True, thus far the deadly synagogue shootings have been executed by white supremacists. But who is to say that the New York Times cartoon, published right on the eve of the Poway Chabad shooting, didn’t play into the shooter’s mindset? And who is to say that the Latuff cartoon Omar and Tlaib circulated isn’t going to contribute to a future mass shooter’s decision to take action?
When it comes to anti-Semitism, it is time for the left to do some serious soul-searching. Pointing to the right as a worse offender is hardly a convincing strategy; surely, the left has better benchmarks than that.
One place to start is to learn the boundary of where the criticism of Israel ends and anti-Semitism begins. (Hint: Israel’s ban against Omar and Tlaib unleashed a storm of criticism from U.S. Jewish institutions and individuals. None of it was anti-Semitic.)

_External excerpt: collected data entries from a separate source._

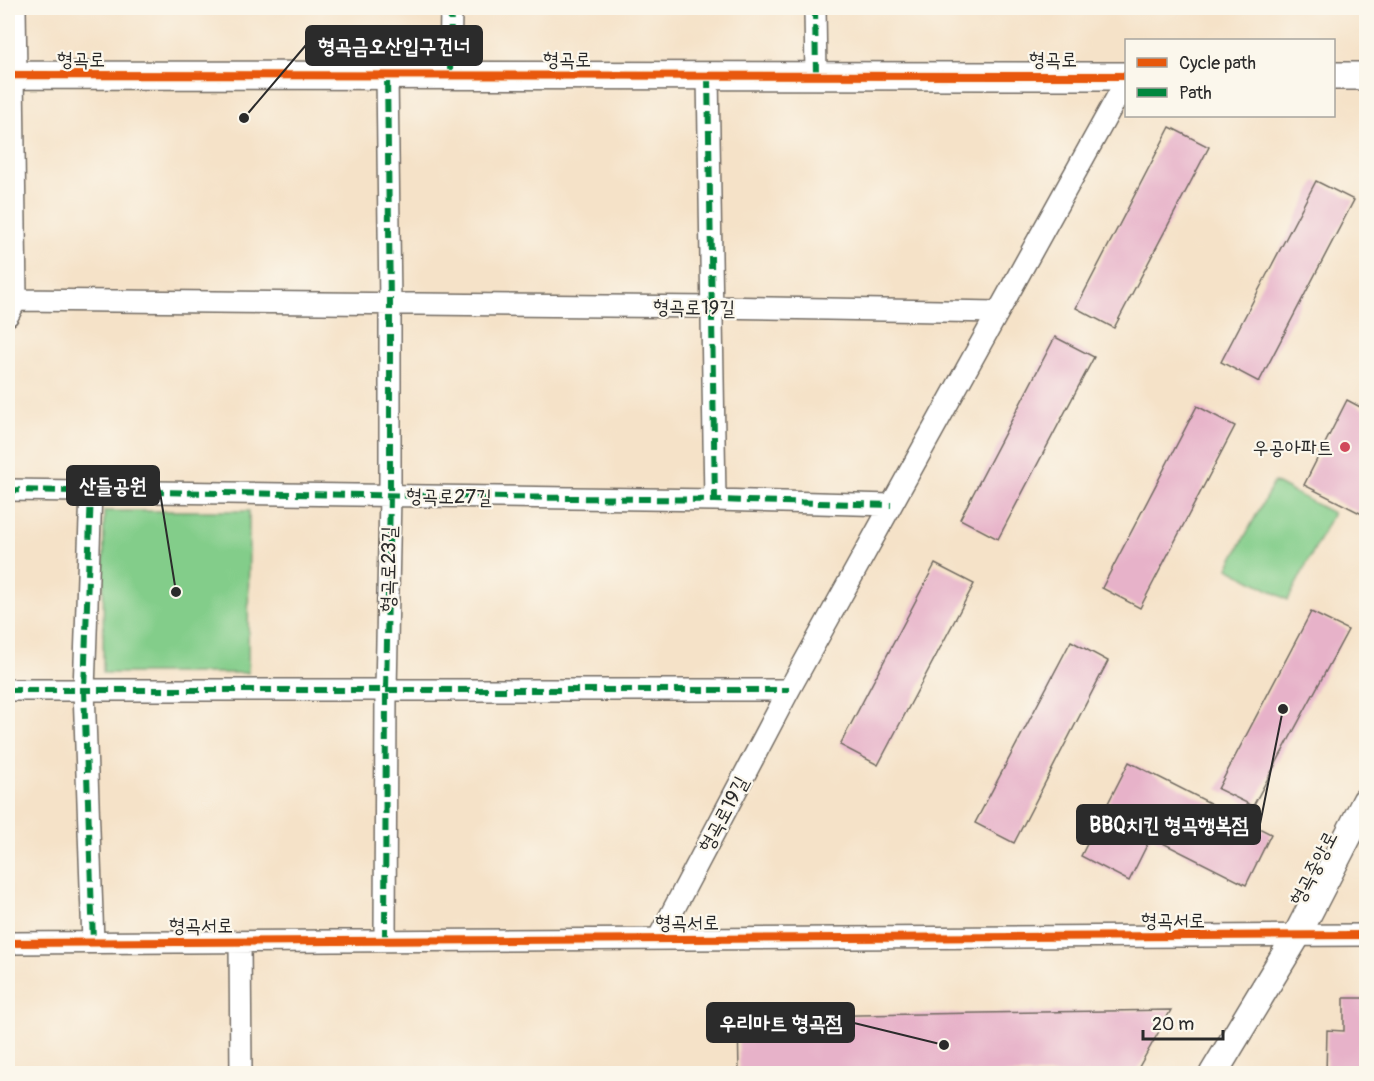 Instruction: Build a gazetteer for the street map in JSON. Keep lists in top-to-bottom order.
{
  "streets": {
    "street": [
      "형곡로",
      "형곡로19길",
      "형곡로27길",
      "형곡로23길",
      "형곡중앙로",
      "형곡서로"
    ]
  },
  "crossings": [
    ["형곡로", "형곡로23길"],
    ["형곡로19길", "형곡로27길"],
    ["형곡로19길", "형곡로23길"],
    ["형곡로19길", "형곡서로"],
    ["형곡로27길", "형곡로23길"],
    ["형곡로23길", "형곡서로"],
    ["형곡중앙로", "형곡서로"]
  ],
  "places": [
    "형곡금오산입구건너",
    "우공아파트",
    "산들공원",
    "BBQ치킨 형곡행복점",
    "우리마트 형곡점"
  ],
  "legend": ["Cycle path", "Path"],
  "scale_bar": "20 m"
} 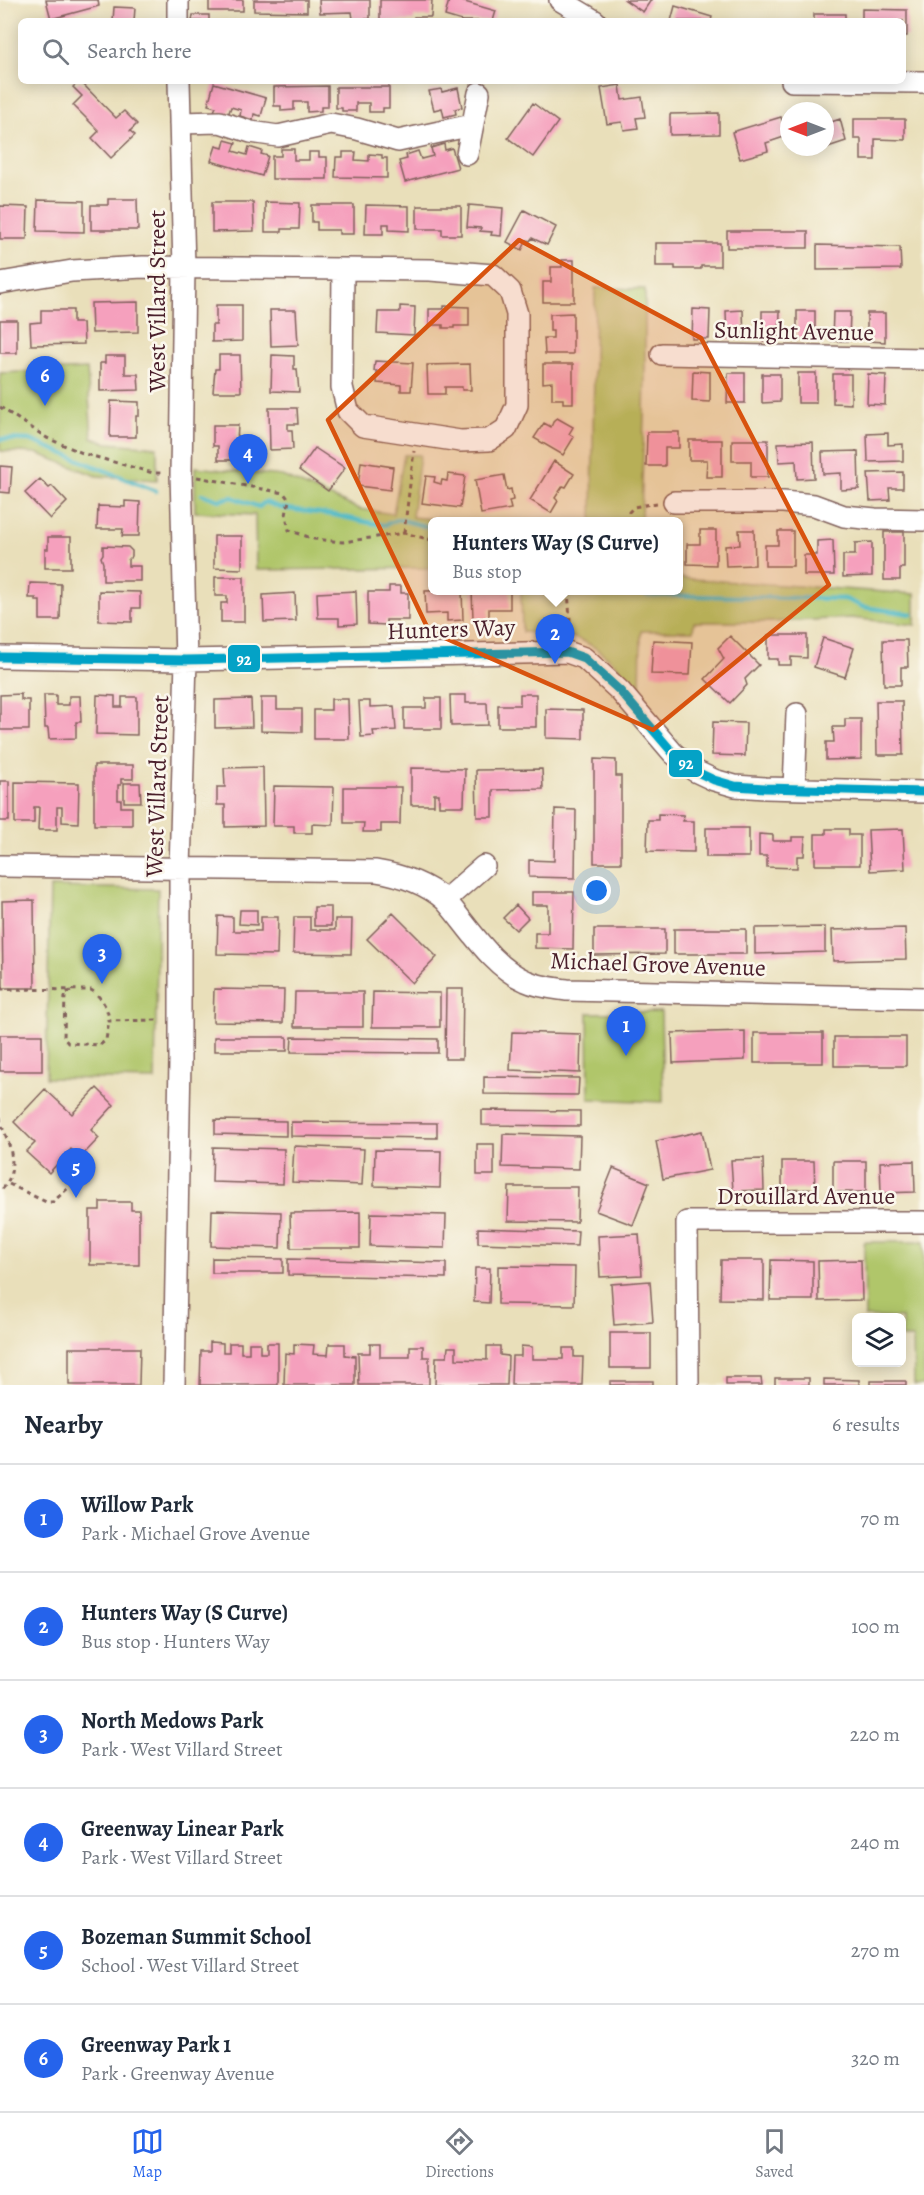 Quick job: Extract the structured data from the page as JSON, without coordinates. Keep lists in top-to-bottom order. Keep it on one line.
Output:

Doing nothing will cause the left to lose its moral edge and ensure that it keeps walking right into the trap that Trump seems to be setting up for it, one that cynically paints its most radical wing as representative of the whole party in an attempt to peel American Jews’ support away from it.
I can’t imagine that the Democratic Party would want to hand Trump that victory.
Izabella Tabarovsky is a writer in Washington, DC. She works at the Kennan Institute of the Woodrow Wilson International Center for Scholars.